Living in a quiet place with almost no light pollution, I have been introduced to, and come to savor, night walks.
Occasionally with the iPhone flashlight guiding my way, but most times not, night walks are a time for learning a thing or two or three about what lies up above from a thoughtful, knowledgeable companion, and an invitation to a walking meditation.
I have never kept track of the moon as intently as I have this year. I’ve noticed its position in relation to my home, to the river, to the mountains, to my moving car, to my physical self, to my spiritual self…
The blood moon of last fall while I was rushing around and hardly ever breathing in New York was a passing elevator conversation that I hardly recall.
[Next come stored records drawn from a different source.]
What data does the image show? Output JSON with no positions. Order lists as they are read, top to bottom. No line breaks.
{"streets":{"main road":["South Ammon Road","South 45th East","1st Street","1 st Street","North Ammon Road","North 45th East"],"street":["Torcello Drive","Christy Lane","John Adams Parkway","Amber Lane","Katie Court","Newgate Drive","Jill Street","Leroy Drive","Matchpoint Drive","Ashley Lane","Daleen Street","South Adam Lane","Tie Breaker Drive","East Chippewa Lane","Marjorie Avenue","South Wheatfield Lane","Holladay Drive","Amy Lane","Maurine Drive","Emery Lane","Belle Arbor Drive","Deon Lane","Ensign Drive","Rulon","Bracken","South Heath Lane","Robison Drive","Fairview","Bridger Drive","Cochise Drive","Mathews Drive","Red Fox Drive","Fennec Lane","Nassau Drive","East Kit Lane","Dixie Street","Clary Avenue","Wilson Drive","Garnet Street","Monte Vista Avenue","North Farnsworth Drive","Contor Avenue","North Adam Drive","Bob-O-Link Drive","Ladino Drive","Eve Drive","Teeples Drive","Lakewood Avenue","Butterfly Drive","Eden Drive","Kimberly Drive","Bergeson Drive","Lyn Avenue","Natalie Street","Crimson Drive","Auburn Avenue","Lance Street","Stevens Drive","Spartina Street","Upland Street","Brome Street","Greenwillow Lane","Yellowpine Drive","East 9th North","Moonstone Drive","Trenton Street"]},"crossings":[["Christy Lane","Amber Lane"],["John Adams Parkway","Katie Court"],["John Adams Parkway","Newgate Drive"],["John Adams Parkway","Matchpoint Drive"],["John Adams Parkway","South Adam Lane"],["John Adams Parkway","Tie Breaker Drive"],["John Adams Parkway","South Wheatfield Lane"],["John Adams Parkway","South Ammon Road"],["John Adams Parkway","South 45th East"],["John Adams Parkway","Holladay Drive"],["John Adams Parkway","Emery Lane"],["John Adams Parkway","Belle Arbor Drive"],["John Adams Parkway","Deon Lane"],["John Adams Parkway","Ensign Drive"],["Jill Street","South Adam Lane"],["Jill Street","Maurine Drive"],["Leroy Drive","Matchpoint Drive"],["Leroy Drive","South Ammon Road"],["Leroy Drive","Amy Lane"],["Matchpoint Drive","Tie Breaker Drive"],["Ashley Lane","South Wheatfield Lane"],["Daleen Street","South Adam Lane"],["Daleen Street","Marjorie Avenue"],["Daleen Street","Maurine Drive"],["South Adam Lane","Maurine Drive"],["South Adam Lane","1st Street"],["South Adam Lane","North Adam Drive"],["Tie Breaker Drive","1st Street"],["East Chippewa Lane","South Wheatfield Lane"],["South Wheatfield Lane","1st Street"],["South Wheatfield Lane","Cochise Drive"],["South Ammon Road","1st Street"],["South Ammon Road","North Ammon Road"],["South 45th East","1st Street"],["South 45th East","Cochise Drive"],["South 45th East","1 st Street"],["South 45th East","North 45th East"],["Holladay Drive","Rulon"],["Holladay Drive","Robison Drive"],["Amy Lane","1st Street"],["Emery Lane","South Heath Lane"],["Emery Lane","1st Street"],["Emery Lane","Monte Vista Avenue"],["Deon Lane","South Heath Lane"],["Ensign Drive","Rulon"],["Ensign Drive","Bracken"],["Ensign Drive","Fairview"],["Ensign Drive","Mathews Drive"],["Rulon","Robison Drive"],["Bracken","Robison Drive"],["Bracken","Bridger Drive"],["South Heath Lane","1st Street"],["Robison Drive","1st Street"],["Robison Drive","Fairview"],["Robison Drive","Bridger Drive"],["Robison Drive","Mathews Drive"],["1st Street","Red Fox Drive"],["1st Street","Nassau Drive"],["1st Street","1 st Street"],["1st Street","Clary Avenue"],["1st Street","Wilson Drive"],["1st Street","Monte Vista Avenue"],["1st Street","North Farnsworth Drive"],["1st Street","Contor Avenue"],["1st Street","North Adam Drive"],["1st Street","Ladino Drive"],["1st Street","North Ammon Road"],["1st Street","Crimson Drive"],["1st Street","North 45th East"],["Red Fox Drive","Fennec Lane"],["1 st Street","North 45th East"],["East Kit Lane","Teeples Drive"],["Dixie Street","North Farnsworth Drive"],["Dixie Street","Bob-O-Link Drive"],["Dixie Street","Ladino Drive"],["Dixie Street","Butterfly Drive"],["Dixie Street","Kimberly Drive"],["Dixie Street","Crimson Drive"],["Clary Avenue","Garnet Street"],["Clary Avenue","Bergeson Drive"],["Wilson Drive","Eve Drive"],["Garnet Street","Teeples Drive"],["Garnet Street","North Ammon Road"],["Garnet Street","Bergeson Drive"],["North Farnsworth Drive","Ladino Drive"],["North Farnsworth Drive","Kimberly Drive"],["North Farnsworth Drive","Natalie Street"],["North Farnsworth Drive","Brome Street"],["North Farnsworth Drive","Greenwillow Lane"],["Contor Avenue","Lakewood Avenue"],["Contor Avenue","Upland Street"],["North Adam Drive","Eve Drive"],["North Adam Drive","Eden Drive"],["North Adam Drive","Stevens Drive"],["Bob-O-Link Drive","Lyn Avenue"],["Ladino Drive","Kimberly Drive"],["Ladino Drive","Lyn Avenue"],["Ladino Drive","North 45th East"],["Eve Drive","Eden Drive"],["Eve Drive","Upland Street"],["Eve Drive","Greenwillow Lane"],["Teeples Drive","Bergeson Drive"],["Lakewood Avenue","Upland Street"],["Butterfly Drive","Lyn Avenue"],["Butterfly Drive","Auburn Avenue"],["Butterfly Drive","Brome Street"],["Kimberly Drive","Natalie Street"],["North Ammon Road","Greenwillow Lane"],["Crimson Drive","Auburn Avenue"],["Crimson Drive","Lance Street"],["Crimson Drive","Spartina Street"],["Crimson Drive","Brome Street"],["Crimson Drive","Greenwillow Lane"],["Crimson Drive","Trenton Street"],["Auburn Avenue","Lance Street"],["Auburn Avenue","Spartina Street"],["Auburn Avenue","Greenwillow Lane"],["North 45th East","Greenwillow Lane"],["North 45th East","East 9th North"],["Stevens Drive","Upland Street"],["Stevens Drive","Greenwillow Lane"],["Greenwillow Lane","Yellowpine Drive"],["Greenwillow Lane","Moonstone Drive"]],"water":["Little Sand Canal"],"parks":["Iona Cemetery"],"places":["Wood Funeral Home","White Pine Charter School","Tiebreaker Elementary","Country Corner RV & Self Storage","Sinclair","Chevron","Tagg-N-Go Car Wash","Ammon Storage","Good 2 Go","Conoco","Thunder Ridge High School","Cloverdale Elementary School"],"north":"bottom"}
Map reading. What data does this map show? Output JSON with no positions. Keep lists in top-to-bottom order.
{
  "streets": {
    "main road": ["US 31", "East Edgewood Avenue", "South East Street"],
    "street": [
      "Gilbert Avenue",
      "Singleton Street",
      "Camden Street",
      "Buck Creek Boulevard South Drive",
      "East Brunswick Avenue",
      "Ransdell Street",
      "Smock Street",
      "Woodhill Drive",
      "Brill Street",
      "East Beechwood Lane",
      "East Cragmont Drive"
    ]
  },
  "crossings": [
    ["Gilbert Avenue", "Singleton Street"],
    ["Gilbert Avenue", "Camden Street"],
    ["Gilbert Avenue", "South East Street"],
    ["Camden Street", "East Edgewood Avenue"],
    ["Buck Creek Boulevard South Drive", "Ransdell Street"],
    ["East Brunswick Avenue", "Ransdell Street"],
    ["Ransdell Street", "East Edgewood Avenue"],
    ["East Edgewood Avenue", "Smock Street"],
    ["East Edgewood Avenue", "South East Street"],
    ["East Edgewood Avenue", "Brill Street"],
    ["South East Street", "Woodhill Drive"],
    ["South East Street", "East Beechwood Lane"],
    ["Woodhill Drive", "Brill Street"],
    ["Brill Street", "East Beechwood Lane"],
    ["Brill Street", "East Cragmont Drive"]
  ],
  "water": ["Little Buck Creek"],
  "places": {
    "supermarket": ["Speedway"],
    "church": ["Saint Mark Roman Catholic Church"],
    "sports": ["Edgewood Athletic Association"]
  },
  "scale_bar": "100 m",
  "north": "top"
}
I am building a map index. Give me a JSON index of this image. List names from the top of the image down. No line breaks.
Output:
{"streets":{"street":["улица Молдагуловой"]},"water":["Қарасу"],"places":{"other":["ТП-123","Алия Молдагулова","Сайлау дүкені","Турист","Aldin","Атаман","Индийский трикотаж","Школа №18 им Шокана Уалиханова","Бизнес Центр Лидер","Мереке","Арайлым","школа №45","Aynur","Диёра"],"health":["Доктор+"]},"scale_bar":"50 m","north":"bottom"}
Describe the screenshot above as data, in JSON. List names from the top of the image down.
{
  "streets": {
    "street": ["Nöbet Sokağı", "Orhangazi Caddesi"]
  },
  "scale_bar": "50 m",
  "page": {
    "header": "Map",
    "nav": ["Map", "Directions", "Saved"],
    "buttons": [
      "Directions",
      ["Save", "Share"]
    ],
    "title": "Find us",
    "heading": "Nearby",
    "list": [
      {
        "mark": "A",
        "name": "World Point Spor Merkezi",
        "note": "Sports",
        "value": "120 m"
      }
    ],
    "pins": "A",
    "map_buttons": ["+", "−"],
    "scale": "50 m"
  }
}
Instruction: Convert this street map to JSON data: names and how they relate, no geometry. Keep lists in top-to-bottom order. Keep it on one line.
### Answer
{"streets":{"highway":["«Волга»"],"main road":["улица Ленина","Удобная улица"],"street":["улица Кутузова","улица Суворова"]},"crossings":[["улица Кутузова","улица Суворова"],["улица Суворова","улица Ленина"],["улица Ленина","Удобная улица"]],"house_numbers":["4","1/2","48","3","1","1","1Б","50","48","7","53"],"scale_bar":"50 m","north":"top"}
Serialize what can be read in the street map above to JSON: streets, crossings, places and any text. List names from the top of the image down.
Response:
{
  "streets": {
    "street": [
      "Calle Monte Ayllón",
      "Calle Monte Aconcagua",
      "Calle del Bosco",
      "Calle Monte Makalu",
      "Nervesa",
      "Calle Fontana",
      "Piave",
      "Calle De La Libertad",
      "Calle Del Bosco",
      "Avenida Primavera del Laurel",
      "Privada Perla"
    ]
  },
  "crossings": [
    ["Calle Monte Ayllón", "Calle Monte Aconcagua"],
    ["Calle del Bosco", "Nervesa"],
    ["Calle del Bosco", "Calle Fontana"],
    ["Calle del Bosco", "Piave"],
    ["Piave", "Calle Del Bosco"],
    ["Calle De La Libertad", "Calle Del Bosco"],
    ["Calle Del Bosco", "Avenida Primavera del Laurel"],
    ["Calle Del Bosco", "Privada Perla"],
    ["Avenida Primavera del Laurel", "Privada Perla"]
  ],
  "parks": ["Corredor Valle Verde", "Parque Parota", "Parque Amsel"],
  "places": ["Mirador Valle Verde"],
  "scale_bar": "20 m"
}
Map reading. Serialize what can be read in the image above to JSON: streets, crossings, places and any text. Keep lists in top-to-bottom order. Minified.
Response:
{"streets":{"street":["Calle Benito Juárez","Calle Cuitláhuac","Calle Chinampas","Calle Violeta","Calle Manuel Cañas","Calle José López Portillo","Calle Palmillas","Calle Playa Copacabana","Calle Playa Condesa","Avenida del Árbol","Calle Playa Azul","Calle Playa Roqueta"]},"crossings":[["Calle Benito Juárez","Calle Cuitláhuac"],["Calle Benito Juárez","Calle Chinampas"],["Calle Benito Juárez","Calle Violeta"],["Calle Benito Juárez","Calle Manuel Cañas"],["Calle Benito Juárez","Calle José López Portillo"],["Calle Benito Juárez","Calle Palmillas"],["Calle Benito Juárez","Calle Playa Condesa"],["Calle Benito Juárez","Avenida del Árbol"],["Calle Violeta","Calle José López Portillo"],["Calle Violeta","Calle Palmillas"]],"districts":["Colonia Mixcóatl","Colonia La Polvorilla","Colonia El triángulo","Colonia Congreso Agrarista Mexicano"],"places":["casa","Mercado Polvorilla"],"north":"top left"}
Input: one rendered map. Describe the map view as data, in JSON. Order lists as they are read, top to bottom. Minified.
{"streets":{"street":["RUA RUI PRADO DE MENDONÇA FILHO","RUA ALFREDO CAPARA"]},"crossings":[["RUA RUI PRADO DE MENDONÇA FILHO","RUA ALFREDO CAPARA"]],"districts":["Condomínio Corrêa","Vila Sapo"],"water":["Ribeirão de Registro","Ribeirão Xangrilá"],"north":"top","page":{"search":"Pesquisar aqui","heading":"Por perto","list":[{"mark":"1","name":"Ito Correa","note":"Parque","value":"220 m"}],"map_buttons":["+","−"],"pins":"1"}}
The supermoon of the last few nights was not.
I just came from a yoga class where the instructor concluded by offering up that the supermoon is associated with feelings of gratitude and abundance. Gratitude for our selves and accepting that we are enough. Gratitude for feeling supported by and supportive of those who you love. Gratitude for blankets and hot water and good health.
I have so much to be grateful for, and a continuing opportunity to recognize these feelings with Thanksgiving on the horizon. Quiet mornings looking at a still lake. Fading Sunday afternoons in a park with a friend with the laughter of birthday parties in the distance and the cool fog rolling back in. A bundle of sage to clear the air in a time of transition and growth. Feeling like part of a hard-working team whose collective efforts are starting to pay off. New friends. Old friends. The oldest of friends. Friends far away. Friends right here.
Standing atop Lake Sonoma a few nights ago, all the dips and peaks and swirls of this beautiful valley that I call home were illuminated by the light of the moon. I didn’t take a long exposure photograph, but those thoughts and feelings will stay with me for a long time.
I feel gratitude. I feel abundant.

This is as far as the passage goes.